The dynamics surrounding the build-up to this race are well documented and made that victory perhaps, the greatest of Bolt's decorated career. Bolt was not just being asked to defend his title, but to save the sport, to right the wrongs, and to correct some of the administrative shortcomings of the sport.
He was mandated to do the 'dirty work" of ensuring that the double-convicted drug cheat, Justin Gatlin, did not become the face of the sport. The pressure must have been immense, but the big man responded like a true champion, as the entire world breathed a collective sigh of relief.
Leading into the World Championships, all the indicators were, indeed, pointing to a Gatlin win. The American was unbeaten in 27 sprint races across two seasons. In contrast, Bolt was ordinary over the same period.
Gatlin was, obviously, the man to beat up the start of that final. If all the circumstances leading into these championships should arise again, I would set emotions aside and probably make the same call. There is absolutely no shame in getting a prediction wrong, courtesy of this calibre of greatness by Bolt.
His innate superiority as a sprinter was never in question. What was in doubt was him getting into championship, winning shape in limited time, relative to Justin Gatlin's flying form. Neither was it a matter of the big Jamaican being able to cope with the pressure of the moment.
Even after his slip in the semi-final and his overall unimpressive sprinting up to the final, compared to Gatlin's conspicuously immaculate preliminary run in the rounds, in what must be a true index of his greatness, Bolt never seemed troubled.

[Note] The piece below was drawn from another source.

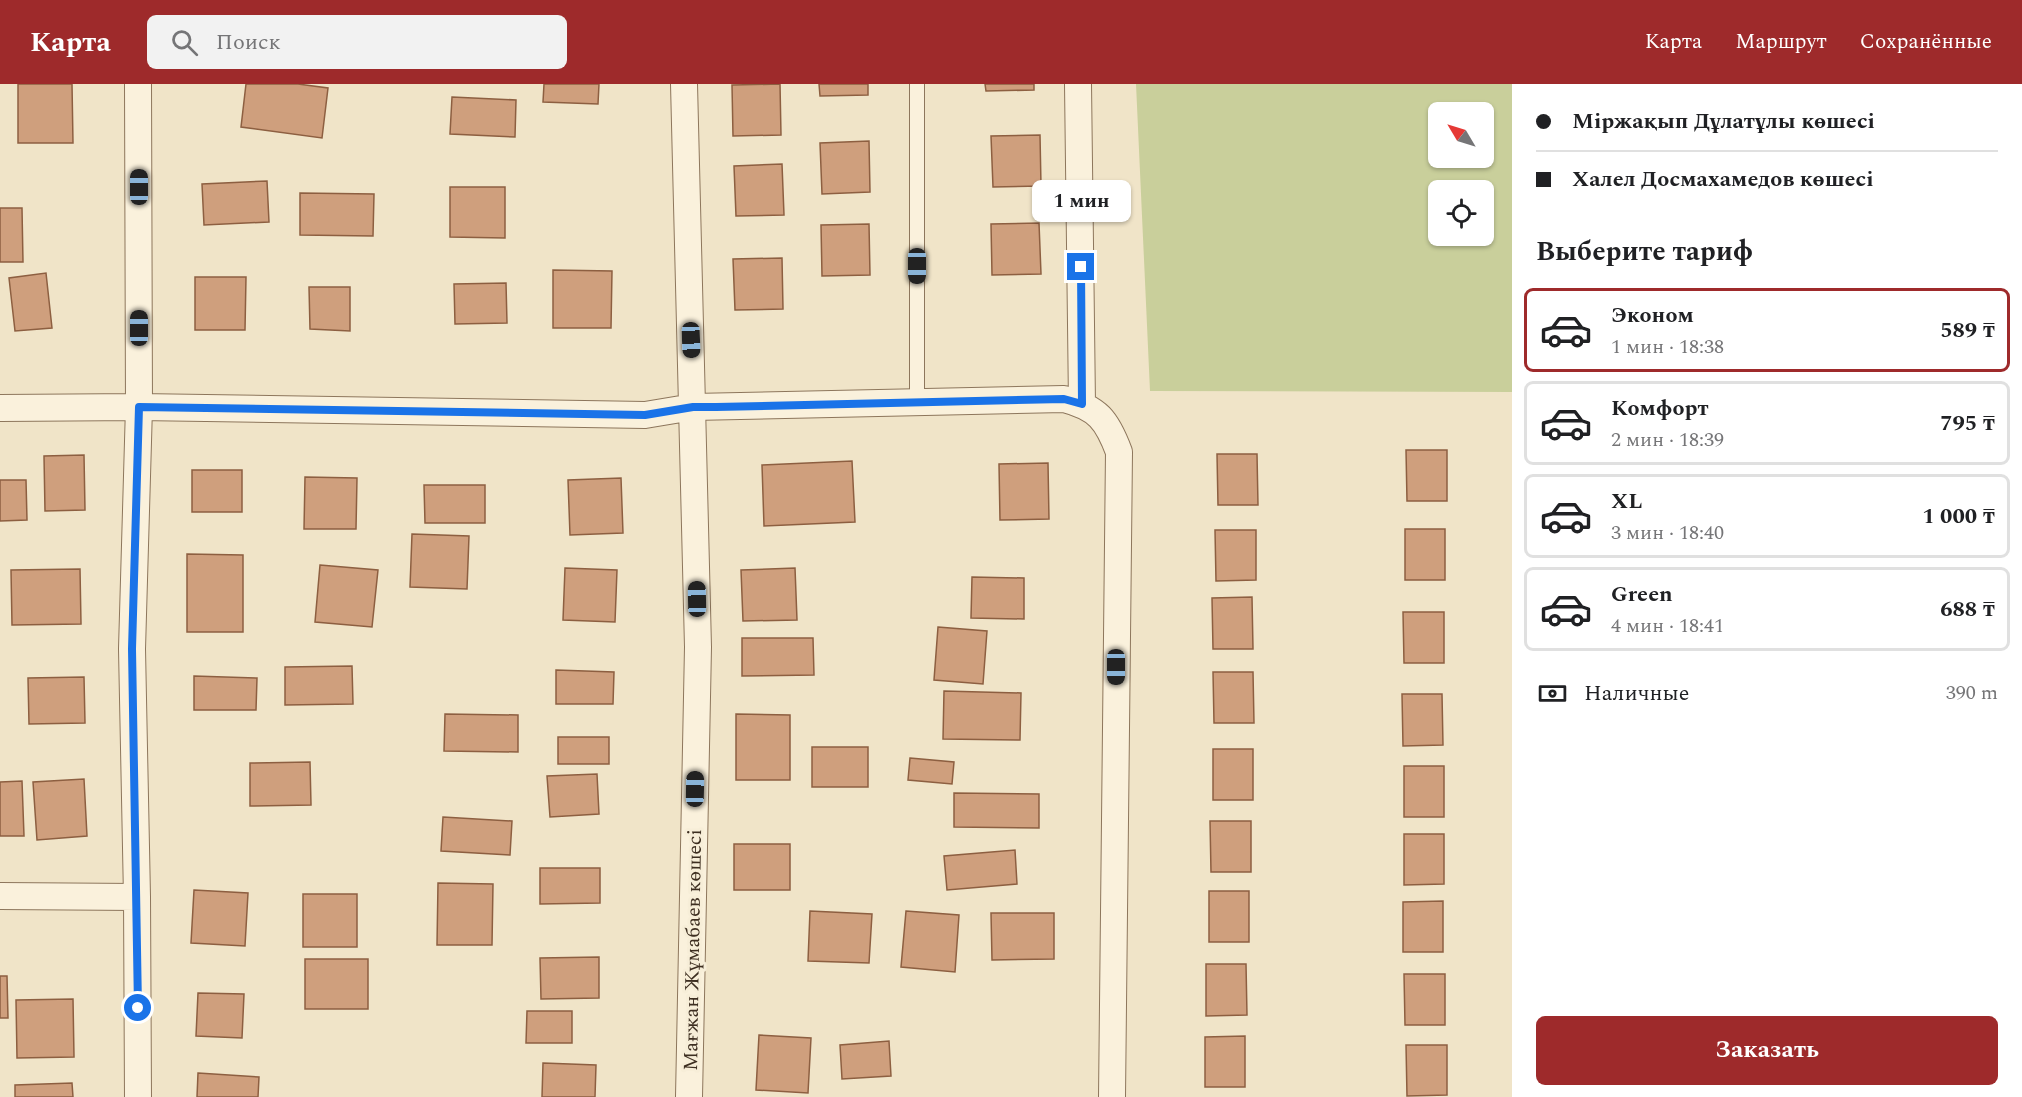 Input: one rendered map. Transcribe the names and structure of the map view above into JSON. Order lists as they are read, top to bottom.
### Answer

To the other mere mortals, the increased pressure would have likely taken a toll, but the undisputed 'world boss' of sprinting was not the one who buckled in the final. Instead, Gatlin was the one who fell apart technically. While Bolt ran his race, the American champion, crumbled and ended up over-striding and tying up as the big Jamaican calmly took home the bacon.
Admittedly, this was one prediction I didn't mind getting wrong. I never wished or hoped that Bolt would lose to Gatlin. The form books and logical analysis were pointing squarely in that direction. The form book, however, did not measure the heart, desire, competitiveness, and the champion mentality of Bolt.
The build-up and the spectacle of the race itself were great for the sport of athletics. Bolt's rivalry with Gatlin, with all the peripheral ingredients, provided good seasoning for the athletics pot.
Despite all the whispers and loud shouts of disapproval, Gatlin's presence in the sport has helped its visibility. Gatlin the villain was a major character in writing this latest chapter in the book on the greatness of Usain Bolt.
In the eyes of the world, good prevailed over evil this time around. For now, the issue is settled and the ARGUMENT DONE.